Et après ? (ou la position délicate du communicant public au lendemain des élections)
Premier tour, premiers résultats. Pour la grande majorité des communes, il est déjà temps de préparer l’installation des nouveaux élus. Pour les communicants publics, le vrai travail commence ou plutôt recommence, autrement. Et pour beaucoup, aux côtés d’une équipe d’élus totalement renouvelée dont les velléités sur la communication ne sont pas forcément claires.
Par Reynald Tuillet, responsable communication de la ville d'Arâches-la-Frasse.
Préparer l'accueil : un moment clé souvent sous-estimé
Avant même que ne débute le travail stratégique, il y a un moment concret, symbolique et organisationnel : l'installation du nouveau conseil municipal. Les services généraux et la communication y jouent un rôle de premier plan, souvent invisible mais essentiel. Préparer la salle du conseil, organiser la « cérémonie » d'installation, anticiper les besoins protocolaires, produire les supports de communication pour marquer cet événement fondateur du nouveau mandat.
Pour le communicant public, ce moment est aussi une première occasion de se présenter à la nouvelle équipe sous son meilleur jour : disponible, organisé, professionnel. C'est le premier geste d'une relation qui se construira sur la durée. Un accueil réussi, c'est aussi un message adressé aux nouveaux élus : les services sont là, compétents, et prêts à vous accompagner.
Transmettre, même dans l'incertitude
La première mission en période post-électorale est de garantir la continuité.
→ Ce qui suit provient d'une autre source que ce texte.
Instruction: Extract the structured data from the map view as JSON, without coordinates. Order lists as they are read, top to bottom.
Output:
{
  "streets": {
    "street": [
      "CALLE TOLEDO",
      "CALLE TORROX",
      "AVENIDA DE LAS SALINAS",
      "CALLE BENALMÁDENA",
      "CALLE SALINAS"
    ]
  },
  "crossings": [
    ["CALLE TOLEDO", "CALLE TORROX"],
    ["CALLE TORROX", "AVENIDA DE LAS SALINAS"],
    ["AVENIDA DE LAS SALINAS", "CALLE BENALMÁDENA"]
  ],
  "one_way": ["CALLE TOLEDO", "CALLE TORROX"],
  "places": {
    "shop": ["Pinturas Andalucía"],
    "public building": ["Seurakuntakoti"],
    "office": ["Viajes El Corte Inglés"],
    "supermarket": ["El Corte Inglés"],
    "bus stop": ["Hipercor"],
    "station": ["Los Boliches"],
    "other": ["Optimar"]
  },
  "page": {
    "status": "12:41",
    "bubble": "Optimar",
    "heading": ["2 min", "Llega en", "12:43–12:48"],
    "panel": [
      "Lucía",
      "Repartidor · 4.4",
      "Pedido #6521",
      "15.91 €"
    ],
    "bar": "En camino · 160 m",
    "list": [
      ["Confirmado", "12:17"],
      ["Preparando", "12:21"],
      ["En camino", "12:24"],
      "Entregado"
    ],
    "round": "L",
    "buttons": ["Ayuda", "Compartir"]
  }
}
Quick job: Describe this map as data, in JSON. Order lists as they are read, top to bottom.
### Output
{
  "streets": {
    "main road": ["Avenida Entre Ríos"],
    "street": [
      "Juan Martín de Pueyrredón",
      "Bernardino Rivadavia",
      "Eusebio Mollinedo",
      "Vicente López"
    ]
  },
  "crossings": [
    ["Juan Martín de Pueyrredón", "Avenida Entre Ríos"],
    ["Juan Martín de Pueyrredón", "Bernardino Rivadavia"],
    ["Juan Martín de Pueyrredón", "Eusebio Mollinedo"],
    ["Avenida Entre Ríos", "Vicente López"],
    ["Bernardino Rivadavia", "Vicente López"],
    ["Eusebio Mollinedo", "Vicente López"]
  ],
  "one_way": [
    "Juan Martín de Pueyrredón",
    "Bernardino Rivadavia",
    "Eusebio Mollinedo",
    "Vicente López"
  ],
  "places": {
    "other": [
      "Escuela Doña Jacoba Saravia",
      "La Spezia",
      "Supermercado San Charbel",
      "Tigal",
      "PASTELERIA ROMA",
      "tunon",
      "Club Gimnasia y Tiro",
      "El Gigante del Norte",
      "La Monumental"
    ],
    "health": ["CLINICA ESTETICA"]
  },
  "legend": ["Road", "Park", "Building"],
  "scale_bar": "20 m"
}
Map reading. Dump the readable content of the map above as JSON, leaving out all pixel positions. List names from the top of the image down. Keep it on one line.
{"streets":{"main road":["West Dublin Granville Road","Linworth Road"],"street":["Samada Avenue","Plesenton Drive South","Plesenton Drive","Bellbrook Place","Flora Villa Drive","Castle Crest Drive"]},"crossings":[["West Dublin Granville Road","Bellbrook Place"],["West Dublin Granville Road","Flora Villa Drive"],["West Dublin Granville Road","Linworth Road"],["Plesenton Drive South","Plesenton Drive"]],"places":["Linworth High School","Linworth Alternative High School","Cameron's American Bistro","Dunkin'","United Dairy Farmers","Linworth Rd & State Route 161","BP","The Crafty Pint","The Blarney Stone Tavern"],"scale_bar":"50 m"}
Peu importe qui arrive aux commandes, il faut que le service Communication puisse remettre des éléments factuels et constructifs aux nouveaux décideurs : la stratégie de communication en cours, des bilans de production, des statistiques des réseaux sociaux et du site web, la liste des prestataires, les chartes graphiques, les procédures internes... Tout doit être clair et traçable.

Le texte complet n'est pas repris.